The application portfolio assessment involves analyzing critical applications that affect product quality, patient safety, and data integrity. It maps interdependencies between systems to understand relationships among databases and interfaces, which is essential in GxP environments where data flows require validation. The analysis also considers technical complexity, including legacy technologies, custom code, and compliance requirements, which impact migration strategies.

During portfolio analysis, GxP workloads are identified to determine the necessary supporting services. These services may require both approval and formal qualification to determine appropriate configurations and guardrails. While AWS qualifies the standard documented features of a service, your specific configurations must also be qualified. In the wave planning phase, workloads are grouped into common archetypes for efficient migration. Identifying service configurations or “building blocks” that can be templatized and reused, such as standard server types or preconfigured Amazon S3 buckets that meet ALCOA+ requirements. This approach reduces validation effort and ensures consistency across migrations.

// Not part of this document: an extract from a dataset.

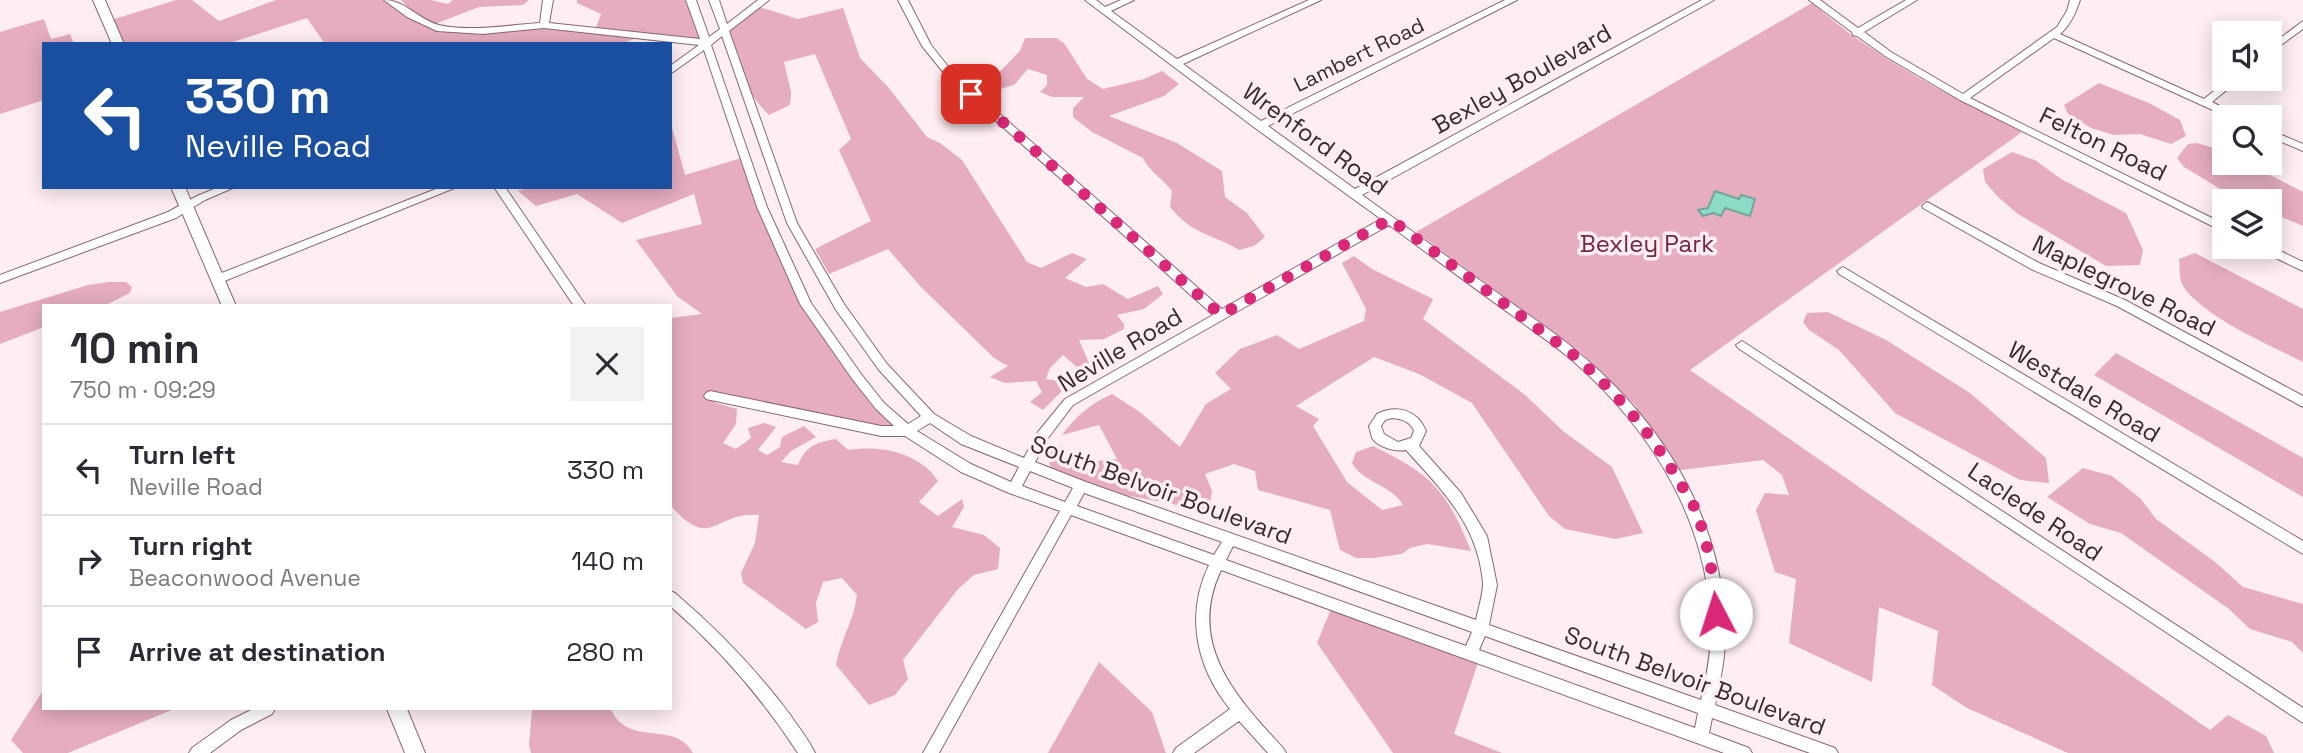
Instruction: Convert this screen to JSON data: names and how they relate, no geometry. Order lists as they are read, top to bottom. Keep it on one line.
{"streets":{"street":["Lambert Road","Bexley Boulevard","Wrenford Road","Felton Road","Maplegrove Road","Neville Road","Westdale Road","South Belvoir Boulevard","Laclede Road"]},"crossings":[["Lambert Road","Wrenford Road"],["Bexley Boulevard","Wrenford Road"],["Wrenford Road","Neville Road"],["Wrenford Road","South Belvoir Boulevard"],["Neville Road","South Belvoir Boulevard"]],"parks":["Bexley Park"],"page":{"turn":["330 m","Neville Road"],"heading":["10 min","750 m · 09:29"],"list":[{"name":"Turn left","note":"Neville Road","value":"330 m"},{"name":"Turn right","note":"Beaconwood Avenue","value":"140 m"},{"name":"Arrive at destination","value":"280 m"}]}}
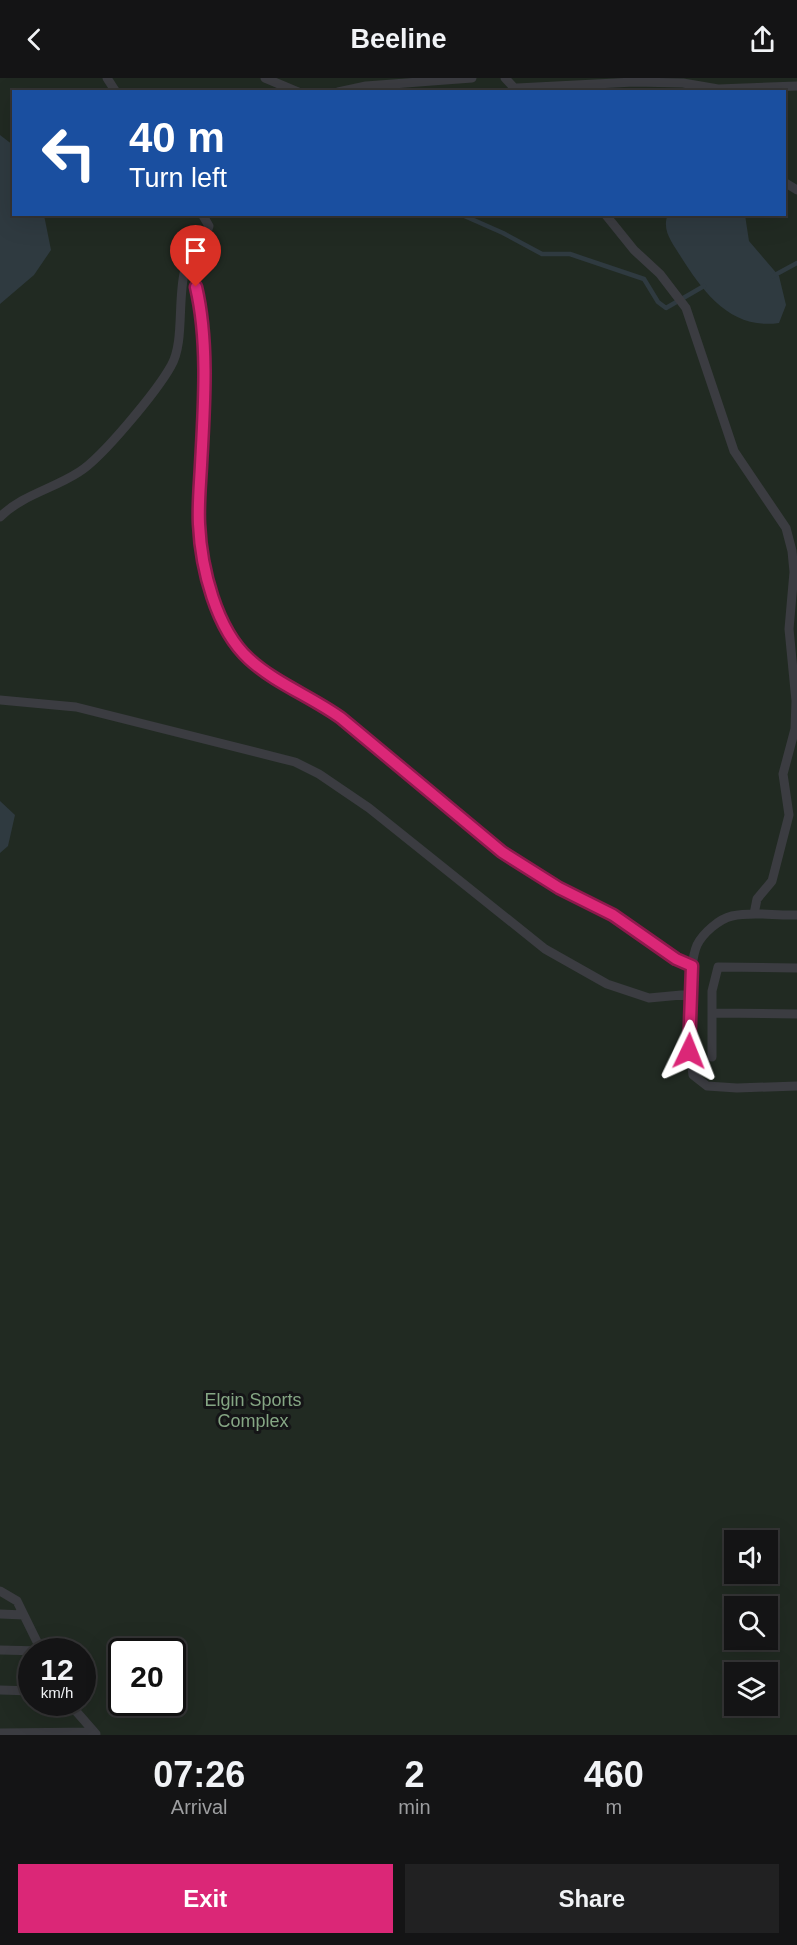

Common AWS services used during a mass migration include:

• Amazon Elastic Compute Cloud (Amazon EC2) for compute resources (requiring qualification of instance types and configurations)
• Amazon Relational Database Service (Amazon RDS) for managed databases (with focus on backup/recovery capabilities)
• Amazon S3 for compliant storage (configured for ALCOA+ principles)
• AWS CloudTrail for audit logging
• AWS Backup for systematic backup management
• AWS Config for configuration management
• AWS Systems Manager for patch management

This systematic approach ensures that the migration maintains GxP compliance while optimizing the use of resources and minimizing business disruption.

Conclusion

In this blog, we discussed how Good x Practice (GxP) applies to various activities during the Mobilize phase. To ensure an accelerated and successful GxP-compliant migration to AWS, organizations can follow a structured, layered approach that integrates regulatory compliance with technical implementation. It is important to prioritize Mobilize phase actions based on GxP requirements to ensure that compliance is an integral part of the cloud infrastructure from the very beginning. In part-3 of this blog series we will cover Layer-4 and Layer-5 the Applications and Infrastructure layers that will dive deeper into application level GxP considerations and infrastructure automation.